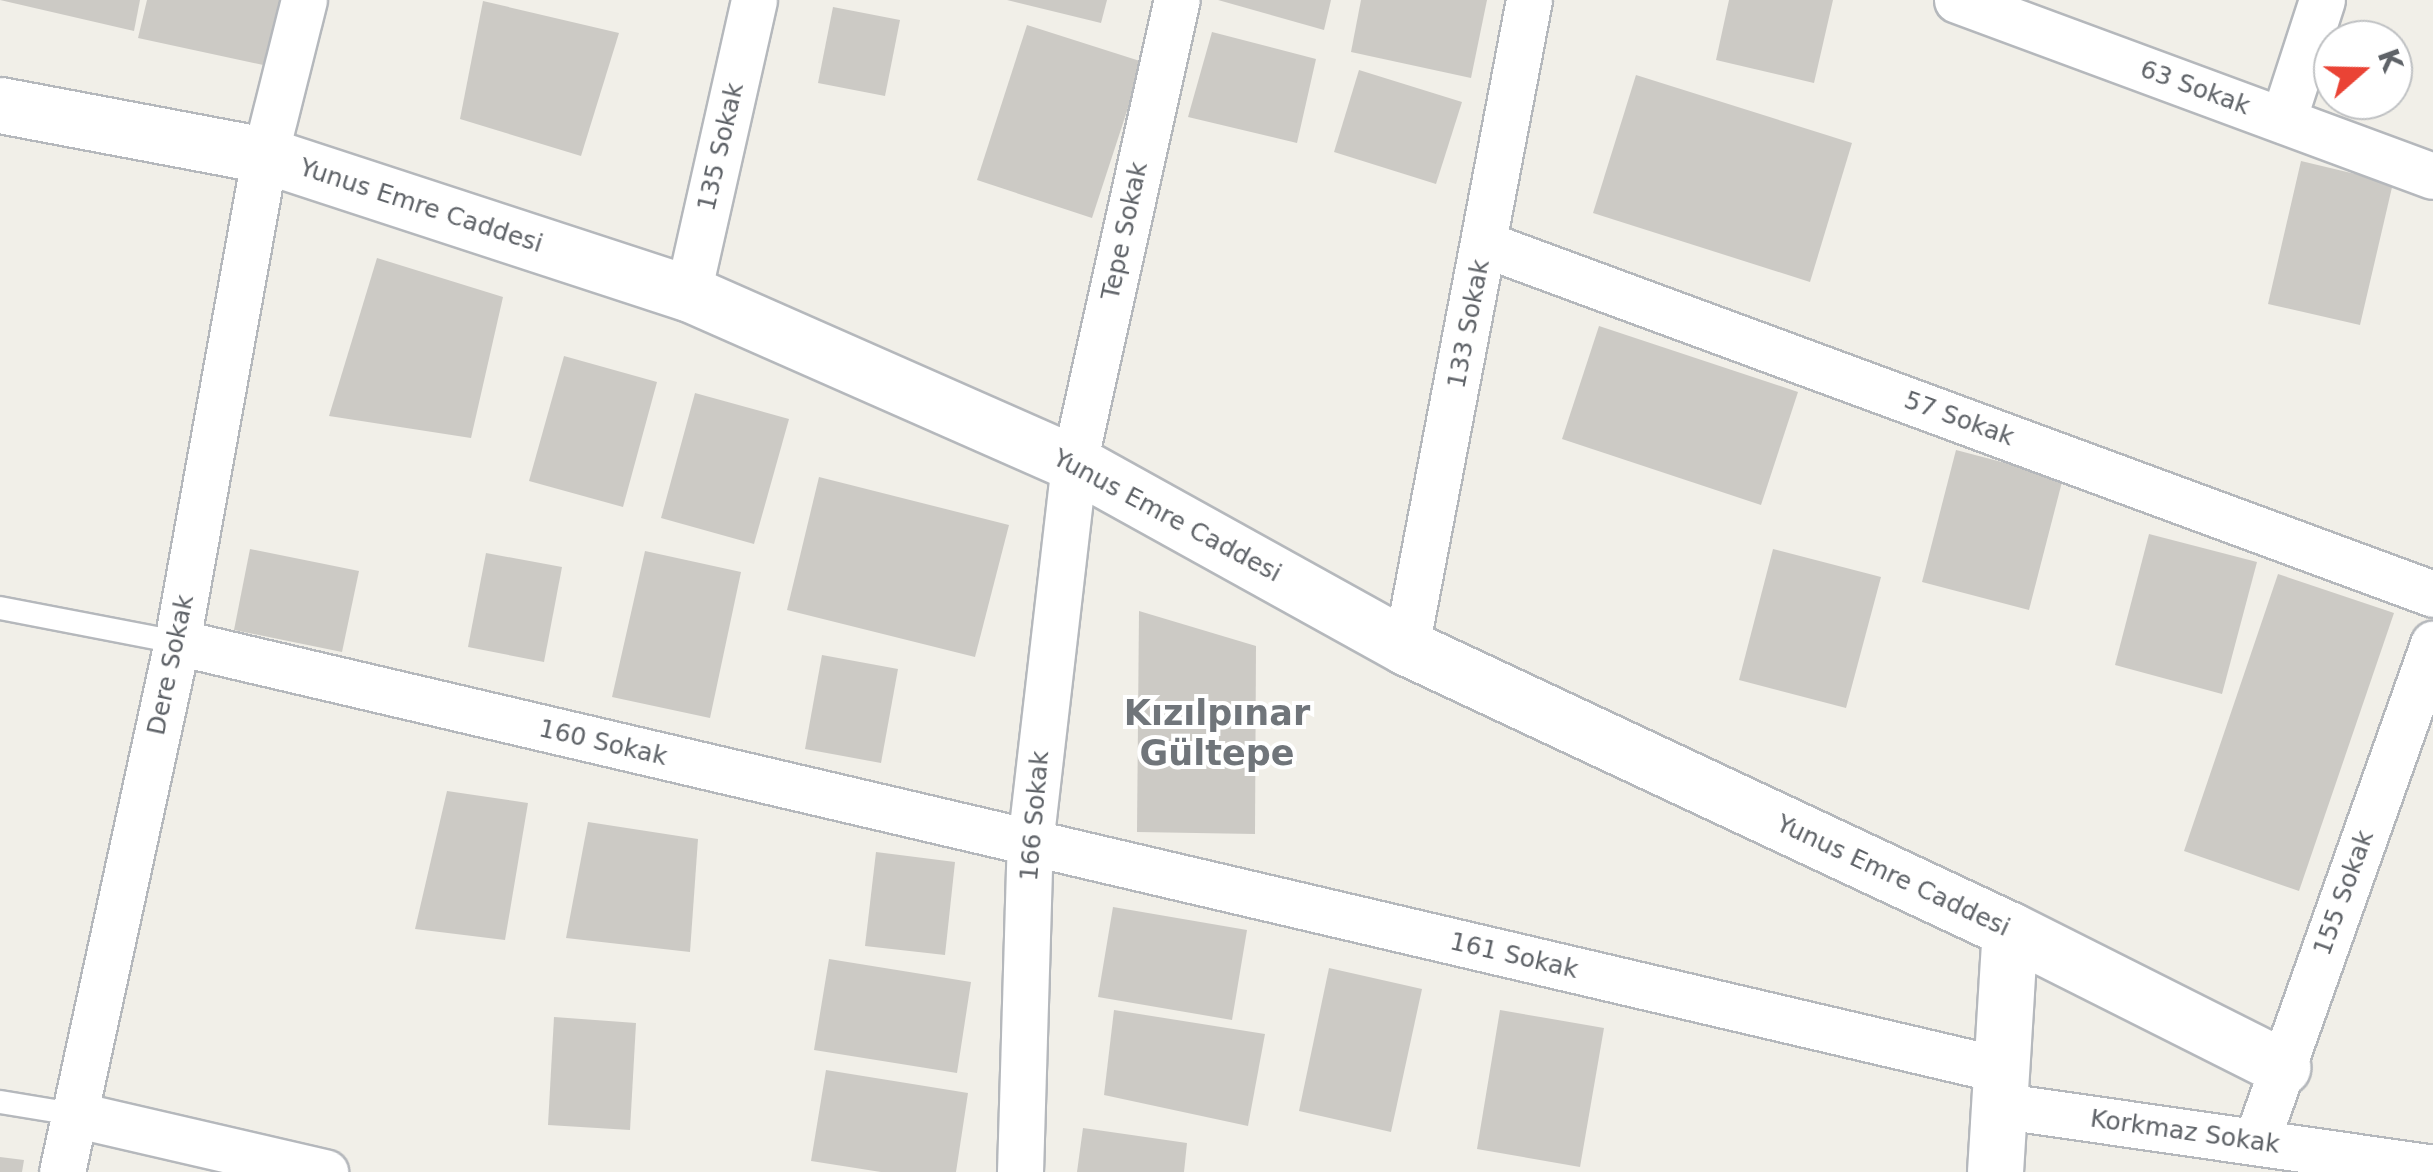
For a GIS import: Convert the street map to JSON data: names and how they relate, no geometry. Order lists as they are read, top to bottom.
{
  "streets": {
    "street": [
      "63 Sokak",
      "135 Sokak",
      "Yunus Emre Caddesi",
      "Tepe Sokak",
      "133 Sokak",
      "57 Sokak",
      "Dere Sokak",
      "160 Sokak",
      "166 Sokak",
      "155 Sokak",
      "161 Sokak",
      "Korkmaz Sokak"
    ]
  },
  "crossings": [
    ["135 Sokak", "Yunus Emre Caddesi"],
    ["Yunus Emre Caddesi", "Tepe Sokak"],
    ["Yunus Emre Caddesi", "133 Sokak"],
    ["Yunus Emre Caddesi", "Dere Sokak"],
    ["Yunus Emre Caddesi", "166 Sokak"],
    ["Yunus Emre Caddesi", "155 Sokak"],
    ["Tepe Sokak", "166 Sokak"],
    ["133 Sokak", "57 Sokak"],
    ["Dere Sokak", "160 Sokak"],
    ["160 Sokak", "166 Sokak"],
    ["160 Sokak", "161 Sokak"],
    ["166 Sokak", "161 Sokak"],
    ["155 Sokak", "Korkmaz Sokak"],
    ["161 Sokak", "Korkmaz Sokak"]
  ],
  "districts": ["Kızılpınar Gültepe"],
  "north": "right"
}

EXERCISE PROMPT: In the copy, include every line of the entries above exactly and none of the pictures.

REPLY:
For a GIS import: Convert the street map to JSON data: names and how they relate, no geometry. Order lists as they are read, top to bottom.
{
  "streets": {
    "street": [
      "63 Sokak",
      "135 Sokak",
      "Yunus Emre Caddesi",
      "Tepe Sokak",
      "133 Sokak",
      "57 Sokak",
      "Dere Sokak",
      "160 Sokak",
      "166 Sokak",
      "155 Sokak",
      "161 Sokak",
      "Korkmaz Sokak"
    ]
  },
  "crossings": [
    ["135 Sokak", "Yunus Emre Caddesi"],
    ["Yunus Emre Caddesi", "Tepe Sokak"],
    ["Yunus Emre Caddesi", "133 Sokak"],
    ["Yunus Emre Caddesi", "Dere Sokak"],
    ["Yunus Emre Caddesi", "166 Sokak"],
    ["Yunus Emre Caddesi", "155 Sokak"],
    ["Tepe Sokak", "166 Sokak"],
    ["133 Sokak", "57 Sokak"],
    ["Dere Sokak", "160 Sokak"],
    ["160 Sokak", "166 Sokak"],
    ["160 Sokak", "161 Sokak"],
    ["166 Sokak", "161 Sokak"],
    ["155 Sokak", "Korkmaz Sokak"],
    ["161 Sokak", "Korkmaz Sokak"]
  ],
  "districts": ["Kızılpınar Gültepe"],
  "north": "right"
}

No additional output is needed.